-- Opening Marker --

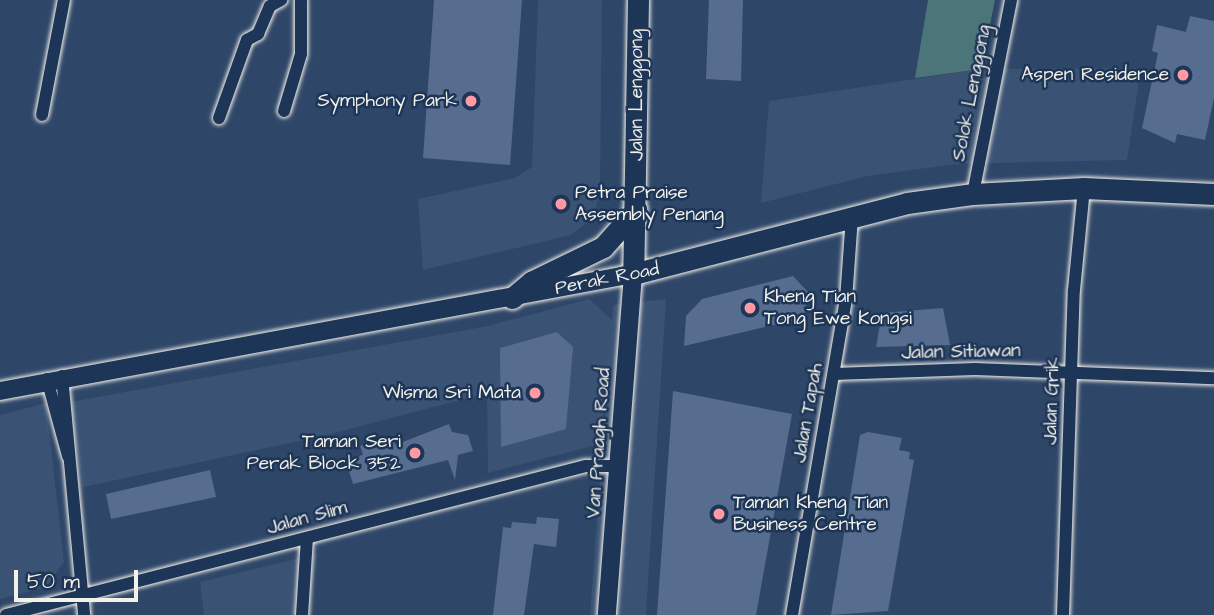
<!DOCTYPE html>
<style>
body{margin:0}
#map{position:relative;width:1214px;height:615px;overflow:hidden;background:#2e4668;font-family:"Architects Daughter",sans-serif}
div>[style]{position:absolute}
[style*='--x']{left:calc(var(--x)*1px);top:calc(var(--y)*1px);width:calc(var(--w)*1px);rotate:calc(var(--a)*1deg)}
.built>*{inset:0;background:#3a5274}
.green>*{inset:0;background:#4c757a}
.building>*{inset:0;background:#566d90}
.roads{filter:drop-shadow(0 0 2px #f4f1e8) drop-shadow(0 0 2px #f4f1e8)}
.street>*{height:12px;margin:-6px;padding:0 6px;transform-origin:6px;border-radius:6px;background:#1d3557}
.secondary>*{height:18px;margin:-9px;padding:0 9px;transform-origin:9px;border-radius:9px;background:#1d3557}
.primary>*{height:21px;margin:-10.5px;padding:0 10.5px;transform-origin:10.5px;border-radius:10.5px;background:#1d3557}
.dots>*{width:19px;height:19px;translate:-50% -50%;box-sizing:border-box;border:4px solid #1d3557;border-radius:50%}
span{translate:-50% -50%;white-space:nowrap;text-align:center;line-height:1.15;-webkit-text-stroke:5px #1d3557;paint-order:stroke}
.poi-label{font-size:19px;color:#f4f1e8}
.right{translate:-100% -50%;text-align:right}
.left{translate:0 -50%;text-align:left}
.street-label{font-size:19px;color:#f4f1e8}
.scale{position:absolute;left:14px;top:570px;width:124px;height:32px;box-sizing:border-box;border:4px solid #f4f1e8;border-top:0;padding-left:9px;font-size:21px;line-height:24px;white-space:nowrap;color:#f4f1e8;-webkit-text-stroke:5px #1d3557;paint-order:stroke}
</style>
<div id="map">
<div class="built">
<div style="clip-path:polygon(538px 0,602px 0,600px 186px,595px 216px,571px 235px,423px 270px,418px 199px,515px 178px,532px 167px)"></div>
<div style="clip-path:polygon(1141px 68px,1127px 160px,956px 164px,868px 176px,761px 203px,769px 101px,981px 69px)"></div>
<div style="clip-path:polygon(589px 299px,612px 320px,613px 305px,666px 299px,646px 615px,590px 615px,607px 386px,600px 444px,488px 473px,487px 393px,323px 436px,83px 487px,70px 402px,488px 326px)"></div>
<div style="clip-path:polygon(46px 403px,64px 562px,46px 587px,0 599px,0 415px)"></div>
<div style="clip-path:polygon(317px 554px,307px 615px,204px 615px,200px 582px)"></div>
</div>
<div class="green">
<div style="clip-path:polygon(928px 0,995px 0,981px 69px,915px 78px)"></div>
</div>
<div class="building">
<div style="clip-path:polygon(434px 0,522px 0,510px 165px,423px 158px)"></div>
<div style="clip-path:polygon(709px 0,743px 0,741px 81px,706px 79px)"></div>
<div style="clip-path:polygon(1190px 16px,1214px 21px,1214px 98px,1205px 140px,1177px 134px,1175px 143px,1142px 128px,1158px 53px,1152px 51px,1157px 25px,1186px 32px)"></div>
<div style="clip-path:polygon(793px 276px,808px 292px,804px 318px,684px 346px,686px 316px,702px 299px)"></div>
<div style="clip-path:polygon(943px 308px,950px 345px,876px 347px,882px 313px)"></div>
<div style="clip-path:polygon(557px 332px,573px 347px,566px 429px,501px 447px,500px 348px)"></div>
<div style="clip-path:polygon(673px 391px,792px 414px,756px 615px,657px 615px)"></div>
<div style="clip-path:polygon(449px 424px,452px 432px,468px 435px,473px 451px,458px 455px,455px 480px,448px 460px,353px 484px,347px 465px,363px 454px,360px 446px,393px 437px,395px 445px)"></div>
<div style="clip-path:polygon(868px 432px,902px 438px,899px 450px,910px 452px,909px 459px,914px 460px,888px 611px,831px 615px,860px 435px)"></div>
<div style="clip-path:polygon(210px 470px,216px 497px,111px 519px,106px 494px)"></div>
<div style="clip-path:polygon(537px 517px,559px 519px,556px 547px,534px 544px,524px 615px,493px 615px,503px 527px,511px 528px,512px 522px,536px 524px)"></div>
</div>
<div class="roads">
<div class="street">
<div style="--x:284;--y:111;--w:59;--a:-73.4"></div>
<div style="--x:301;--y:54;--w:54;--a:-90"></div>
<div style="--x:42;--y:115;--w:117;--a:-79.2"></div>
<div style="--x:219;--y:118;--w:83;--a:-70.3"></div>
<div style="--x:247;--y:40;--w:13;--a:-29"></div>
<div style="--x:258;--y:34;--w:30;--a:-67"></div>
<div style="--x:270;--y:6;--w:13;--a:-29"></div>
<div style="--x:973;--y:194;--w:198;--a:-78.9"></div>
<div style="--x:834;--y:374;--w:141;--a:-2"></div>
<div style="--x:975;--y:369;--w:239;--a:2.2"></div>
<div style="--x:62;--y:376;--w:240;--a:84.7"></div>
<div style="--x:47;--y:379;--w:80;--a:74.7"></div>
<div style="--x:6;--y:615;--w:599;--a:-14.41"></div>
<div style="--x:586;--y:466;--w:32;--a:0"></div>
<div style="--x:302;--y:615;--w:77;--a:-86.3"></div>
<div style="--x:792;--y:615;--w:320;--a:-80.3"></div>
<div style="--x:846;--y:300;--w:83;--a:-85.9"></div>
<div style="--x:1063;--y:615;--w:325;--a:-88.1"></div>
<div style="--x:1074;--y:290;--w:102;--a:-84.4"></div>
</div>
<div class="secondary">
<div style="--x:0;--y:391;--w:644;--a:-10.47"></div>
<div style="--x:633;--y:274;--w:342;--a:94.4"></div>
</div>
<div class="primary">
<div style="--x:638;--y:0;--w:274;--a:91"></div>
<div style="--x:633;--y:274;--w:283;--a:-14.5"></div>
<div style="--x:907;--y:203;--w:67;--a:-7.8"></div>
<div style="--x:973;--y:194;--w:111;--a:-3.1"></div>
<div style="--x:1084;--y:188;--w:130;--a:2.6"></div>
<div style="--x:512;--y:298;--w:25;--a:-40"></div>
<div style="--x:531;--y:282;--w:80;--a:-25.9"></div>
<div style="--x:603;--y:247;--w:50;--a:-48.3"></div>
</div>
</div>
<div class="dots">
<div style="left:1183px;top:75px;background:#ff9aa2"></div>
<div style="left:471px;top:101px;background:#ff9aa2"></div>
<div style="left:561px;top:204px;background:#ff9aa2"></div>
<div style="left:750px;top:308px;background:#ff9aa2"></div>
<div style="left:535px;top:393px;background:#ff9aa2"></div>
<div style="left:415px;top:453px;background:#ff9aa2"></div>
<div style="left:719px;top:514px;background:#ff9aa2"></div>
</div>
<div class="poi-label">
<span class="right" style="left:1169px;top:75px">Aspen Residence</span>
<span class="right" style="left:457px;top:101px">Symphony Park</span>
<span class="left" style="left:575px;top:204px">Petra Praise<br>Assembly Penang</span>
<span class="left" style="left:764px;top:308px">Kheng Tian<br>Tong Ewe Kongsi</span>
<span class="right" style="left:521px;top:393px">Wisma Sri Mata</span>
<span class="right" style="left:401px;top:453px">Taman Seri<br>Perak Block 352</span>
<span class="left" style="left:733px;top:514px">Taman Kheng Tian<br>Business Centre</span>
</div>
<div class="street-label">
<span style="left:972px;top:93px;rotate:-79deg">Solok Lenggong</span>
<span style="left:637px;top:95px;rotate:-90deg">Jalan Lenggong</span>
<span style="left:607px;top:279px;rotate:-11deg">Perak Road</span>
<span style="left:961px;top:352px;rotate:-1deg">Jalan Sitiawan</span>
<span style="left:1052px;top:401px;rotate:-88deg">Jalan Grik</span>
<span style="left:808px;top:413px;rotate:-80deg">Jalan Tapah</span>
<span style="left:599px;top:443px;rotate:-86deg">Van Praagh Road</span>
<span style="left:307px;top:518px;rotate:-15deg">Jalan Slim</span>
</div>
<div class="scale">50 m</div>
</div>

-- Closing Marker --

▶ [TASK DESCRIPTION]: Although the records above contain pictures, the copy should hold only the lines from their start through the line containing "2px #f4f1e8) drop-shadow(0", each exactly as written, and none of the pictures.

▶ [RESULT BELOW]:
<!DOCTYPE html>
<style>
body{margin:0}
#map{position:relative;width:1214px;height:615px;overflow:hidden;background:#2e4668;font-family:"Architects Daughter",sans-serif}
div>[style]{position:absolute}
[style*='--x']{left:calc(var(--x)*1px);top:calc(var(--y)*1px);width:calc(var(--w)*1px);rotate:calc(var(--a)*1deg)}
.built>*{inset:0;background:#3a5274}
.green>*{inset:0;background:#4c757a}
.building>*{inset:0;background:#566d90}
.roads{filter:drop-shadow(0 0 2px #f4f1e8) drop-shadow(0 0 2px #f4f1e8)}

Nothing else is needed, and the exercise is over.